Goal of the exercise
Read through the data and report every line in which the word "hidden" occurs.
BEGIN
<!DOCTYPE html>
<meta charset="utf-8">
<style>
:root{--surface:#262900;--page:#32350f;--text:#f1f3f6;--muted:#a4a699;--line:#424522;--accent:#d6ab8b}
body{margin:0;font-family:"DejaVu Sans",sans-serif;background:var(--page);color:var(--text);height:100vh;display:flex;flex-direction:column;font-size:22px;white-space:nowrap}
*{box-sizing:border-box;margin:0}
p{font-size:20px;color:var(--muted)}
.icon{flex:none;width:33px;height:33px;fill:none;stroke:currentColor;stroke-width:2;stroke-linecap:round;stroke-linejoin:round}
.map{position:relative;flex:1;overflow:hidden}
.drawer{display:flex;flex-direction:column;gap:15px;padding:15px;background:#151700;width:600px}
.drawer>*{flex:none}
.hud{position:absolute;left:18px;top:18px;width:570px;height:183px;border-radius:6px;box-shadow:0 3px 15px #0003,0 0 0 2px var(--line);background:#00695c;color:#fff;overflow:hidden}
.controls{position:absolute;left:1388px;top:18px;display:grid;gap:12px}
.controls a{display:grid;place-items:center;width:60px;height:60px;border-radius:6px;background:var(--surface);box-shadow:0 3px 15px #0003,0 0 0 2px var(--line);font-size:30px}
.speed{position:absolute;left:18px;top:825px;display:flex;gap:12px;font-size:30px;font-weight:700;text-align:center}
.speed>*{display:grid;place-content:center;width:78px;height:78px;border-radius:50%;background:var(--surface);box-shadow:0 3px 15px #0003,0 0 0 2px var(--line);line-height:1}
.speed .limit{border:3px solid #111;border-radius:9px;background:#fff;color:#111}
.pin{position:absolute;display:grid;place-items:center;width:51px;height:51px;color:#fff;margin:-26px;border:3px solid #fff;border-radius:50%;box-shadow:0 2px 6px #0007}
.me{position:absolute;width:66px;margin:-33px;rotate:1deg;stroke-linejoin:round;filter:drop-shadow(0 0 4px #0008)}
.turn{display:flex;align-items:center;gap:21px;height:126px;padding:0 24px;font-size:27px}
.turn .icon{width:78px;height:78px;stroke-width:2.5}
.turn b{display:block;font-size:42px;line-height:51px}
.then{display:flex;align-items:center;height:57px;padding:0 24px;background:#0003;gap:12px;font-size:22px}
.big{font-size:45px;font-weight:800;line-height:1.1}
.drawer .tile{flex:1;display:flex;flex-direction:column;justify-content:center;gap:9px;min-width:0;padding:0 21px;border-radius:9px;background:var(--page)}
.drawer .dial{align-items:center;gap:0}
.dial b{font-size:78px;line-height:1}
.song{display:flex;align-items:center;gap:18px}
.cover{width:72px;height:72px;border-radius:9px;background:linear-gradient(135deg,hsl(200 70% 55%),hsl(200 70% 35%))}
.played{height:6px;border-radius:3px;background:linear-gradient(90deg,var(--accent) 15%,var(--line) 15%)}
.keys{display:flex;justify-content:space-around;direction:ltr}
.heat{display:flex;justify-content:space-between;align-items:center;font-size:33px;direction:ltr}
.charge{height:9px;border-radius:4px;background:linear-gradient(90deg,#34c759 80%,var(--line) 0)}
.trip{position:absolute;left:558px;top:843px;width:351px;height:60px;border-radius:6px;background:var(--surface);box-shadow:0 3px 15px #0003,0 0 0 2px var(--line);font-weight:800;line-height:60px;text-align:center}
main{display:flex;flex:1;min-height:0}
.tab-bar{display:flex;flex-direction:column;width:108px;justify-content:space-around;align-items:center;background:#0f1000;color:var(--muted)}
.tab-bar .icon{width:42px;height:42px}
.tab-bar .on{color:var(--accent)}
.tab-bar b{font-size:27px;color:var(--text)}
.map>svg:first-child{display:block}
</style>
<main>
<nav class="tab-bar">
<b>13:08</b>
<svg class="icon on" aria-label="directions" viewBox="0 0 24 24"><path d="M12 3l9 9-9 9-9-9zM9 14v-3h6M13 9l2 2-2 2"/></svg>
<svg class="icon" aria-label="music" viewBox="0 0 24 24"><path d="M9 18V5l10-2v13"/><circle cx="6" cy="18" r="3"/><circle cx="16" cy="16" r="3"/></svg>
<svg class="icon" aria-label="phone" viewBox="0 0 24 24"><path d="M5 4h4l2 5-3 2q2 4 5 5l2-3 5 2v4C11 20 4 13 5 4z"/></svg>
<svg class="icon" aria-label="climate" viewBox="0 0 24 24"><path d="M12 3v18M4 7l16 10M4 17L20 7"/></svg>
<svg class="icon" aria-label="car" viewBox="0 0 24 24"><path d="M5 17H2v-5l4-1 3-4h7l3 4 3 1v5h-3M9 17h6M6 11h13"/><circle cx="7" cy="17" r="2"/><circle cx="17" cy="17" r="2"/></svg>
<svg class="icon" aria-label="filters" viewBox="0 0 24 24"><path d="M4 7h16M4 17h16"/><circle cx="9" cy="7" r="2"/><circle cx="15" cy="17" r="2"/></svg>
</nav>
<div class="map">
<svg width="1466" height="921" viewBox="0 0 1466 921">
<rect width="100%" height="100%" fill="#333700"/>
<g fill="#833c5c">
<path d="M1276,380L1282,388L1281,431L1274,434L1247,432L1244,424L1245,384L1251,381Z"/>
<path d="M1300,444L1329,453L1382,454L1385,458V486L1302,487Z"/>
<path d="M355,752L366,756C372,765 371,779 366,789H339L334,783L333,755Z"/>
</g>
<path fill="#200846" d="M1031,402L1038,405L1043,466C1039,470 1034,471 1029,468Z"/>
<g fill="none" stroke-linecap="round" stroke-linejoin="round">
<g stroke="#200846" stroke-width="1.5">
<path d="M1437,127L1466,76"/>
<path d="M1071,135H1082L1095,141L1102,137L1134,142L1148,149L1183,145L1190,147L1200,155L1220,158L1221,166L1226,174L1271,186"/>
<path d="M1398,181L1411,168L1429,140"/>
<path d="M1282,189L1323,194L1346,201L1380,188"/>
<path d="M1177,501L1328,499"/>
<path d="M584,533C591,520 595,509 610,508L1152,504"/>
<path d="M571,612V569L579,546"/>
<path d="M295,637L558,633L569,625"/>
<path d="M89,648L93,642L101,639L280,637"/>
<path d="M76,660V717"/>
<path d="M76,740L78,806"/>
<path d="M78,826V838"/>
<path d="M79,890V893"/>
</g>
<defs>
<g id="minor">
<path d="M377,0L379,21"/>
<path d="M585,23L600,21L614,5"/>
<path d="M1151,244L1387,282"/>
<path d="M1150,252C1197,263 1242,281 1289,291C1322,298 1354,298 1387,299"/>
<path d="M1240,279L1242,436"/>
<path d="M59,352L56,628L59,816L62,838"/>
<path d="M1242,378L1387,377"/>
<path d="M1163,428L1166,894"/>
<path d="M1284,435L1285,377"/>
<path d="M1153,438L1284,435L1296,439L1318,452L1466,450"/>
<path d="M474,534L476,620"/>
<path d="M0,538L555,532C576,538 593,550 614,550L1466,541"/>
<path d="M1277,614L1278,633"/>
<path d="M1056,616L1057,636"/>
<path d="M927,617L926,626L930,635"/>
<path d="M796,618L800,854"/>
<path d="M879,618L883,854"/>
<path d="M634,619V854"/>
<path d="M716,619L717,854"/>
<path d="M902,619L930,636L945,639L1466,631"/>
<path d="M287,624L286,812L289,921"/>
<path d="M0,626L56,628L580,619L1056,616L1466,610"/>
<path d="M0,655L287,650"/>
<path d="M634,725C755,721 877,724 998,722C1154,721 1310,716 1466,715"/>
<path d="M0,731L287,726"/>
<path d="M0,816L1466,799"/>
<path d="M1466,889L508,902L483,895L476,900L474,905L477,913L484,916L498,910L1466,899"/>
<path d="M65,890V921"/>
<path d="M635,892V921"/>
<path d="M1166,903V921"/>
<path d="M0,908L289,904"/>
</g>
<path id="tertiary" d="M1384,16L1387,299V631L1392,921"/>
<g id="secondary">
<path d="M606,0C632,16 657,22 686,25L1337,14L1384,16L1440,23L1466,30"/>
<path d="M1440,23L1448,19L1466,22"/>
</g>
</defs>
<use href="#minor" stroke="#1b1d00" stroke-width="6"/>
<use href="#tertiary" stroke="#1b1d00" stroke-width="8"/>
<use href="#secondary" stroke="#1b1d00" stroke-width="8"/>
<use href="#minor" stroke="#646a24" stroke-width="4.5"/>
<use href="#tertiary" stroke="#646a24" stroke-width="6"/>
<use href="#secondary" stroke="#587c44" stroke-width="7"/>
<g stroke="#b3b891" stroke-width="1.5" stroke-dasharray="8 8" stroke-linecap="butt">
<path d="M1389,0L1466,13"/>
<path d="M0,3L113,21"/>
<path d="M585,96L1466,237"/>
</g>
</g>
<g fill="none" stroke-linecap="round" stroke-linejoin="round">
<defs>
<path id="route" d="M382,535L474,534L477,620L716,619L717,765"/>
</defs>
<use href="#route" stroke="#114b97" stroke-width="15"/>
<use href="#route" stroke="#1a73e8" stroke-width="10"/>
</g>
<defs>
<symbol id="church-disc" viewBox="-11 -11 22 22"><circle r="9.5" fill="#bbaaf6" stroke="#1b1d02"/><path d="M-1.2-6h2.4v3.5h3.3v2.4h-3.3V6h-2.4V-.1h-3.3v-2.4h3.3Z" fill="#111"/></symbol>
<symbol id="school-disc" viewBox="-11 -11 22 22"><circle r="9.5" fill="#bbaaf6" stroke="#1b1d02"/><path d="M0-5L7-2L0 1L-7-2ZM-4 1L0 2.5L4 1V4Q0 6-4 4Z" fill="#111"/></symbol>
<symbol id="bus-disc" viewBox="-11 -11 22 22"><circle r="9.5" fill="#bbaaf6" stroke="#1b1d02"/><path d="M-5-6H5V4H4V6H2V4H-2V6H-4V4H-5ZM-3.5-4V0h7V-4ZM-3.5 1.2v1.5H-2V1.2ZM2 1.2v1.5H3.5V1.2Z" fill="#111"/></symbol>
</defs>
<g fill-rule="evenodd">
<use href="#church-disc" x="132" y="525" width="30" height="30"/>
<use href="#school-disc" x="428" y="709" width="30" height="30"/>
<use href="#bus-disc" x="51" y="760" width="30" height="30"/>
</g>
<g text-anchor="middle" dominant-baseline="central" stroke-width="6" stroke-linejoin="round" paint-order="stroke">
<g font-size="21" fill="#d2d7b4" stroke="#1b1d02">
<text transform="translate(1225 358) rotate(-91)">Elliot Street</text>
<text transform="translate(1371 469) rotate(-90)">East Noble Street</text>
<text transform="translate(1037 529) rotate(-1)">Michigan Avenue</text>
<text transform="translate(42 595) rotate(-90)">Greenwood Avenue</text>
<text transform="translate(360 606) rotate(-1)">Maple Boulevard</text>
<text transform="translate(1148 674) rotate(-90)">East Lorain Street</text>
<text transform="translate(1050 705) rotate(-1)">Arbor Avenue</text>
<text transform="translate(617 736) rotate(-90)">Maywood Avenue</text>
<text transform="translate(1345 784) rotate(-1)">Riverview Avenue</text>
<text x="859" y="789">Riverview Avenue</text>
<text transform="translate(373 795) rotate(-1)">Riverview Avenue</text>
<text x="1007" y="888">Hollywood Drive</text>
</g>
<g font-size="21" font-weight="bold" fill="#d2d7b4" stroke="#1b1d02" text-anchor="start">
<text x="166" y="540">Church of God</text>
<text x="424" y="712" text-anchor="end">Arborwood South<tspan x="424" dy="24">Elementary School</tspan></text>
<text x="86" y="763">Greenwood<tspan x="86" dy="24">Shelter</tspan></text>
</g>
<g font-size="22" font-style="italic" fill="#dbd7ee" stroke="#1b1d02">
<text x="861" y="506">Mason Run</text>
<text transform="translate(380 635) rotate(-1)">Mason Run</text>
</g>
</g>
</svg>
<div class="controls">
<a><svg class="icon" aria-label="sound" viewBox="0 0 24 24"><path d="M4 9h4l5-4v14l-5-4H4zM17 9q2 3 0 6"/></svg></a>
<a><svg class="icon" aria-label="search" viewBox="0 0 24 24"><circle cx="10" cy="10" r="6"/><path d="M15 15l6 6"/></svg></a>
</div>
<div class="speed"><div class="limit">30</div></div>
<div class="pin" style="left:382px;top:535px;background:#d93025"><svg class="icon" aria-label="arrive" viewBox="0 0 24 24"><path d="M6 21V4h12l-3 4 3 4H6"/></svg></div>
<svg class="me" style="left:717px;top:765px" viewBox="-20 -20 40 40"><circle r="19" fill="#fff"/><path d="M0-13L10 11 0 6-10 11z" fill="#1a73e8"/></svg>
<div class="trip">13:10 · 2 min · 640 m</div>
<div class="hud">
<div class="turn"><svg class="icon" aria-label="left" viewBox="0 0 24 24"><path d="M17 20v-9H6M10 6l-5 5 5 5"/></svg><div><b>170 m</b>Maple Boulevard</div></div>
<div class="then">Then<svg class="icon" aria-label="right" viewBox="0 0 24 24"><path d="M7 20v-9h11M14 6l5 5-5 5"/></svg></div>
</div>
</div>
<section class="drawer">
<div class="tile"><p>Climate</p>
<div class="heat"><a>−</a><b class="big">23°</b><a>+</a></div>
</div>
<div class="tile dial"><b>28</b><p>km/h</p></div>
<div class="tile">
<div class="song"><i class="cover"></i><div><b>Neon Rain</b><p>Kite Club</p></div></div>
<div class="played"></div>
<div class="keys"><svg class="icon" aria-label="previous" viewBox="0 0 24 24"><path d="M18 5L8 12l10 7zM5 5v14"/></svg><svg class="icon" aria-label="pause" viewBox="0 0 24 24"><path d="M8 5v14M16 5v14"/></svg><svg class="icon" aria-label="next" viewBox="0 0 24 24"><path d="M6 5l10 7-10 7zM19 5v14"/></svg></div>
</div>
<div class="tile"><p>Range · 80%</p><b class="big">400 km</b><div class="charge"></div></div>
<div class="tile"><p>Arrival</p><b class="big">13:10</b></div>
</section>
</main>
END
Solution for this task
.map{position:relative;flex:1;overflow:hidden}
.hud{position:absolute;left:18px;top:18px;width:570px;height:183px;border-radius:6px;box-shadow:0 3px 15px #0003,0 0 0 2px var(--line);background:#00695c;color:#fff;overflow:hidden}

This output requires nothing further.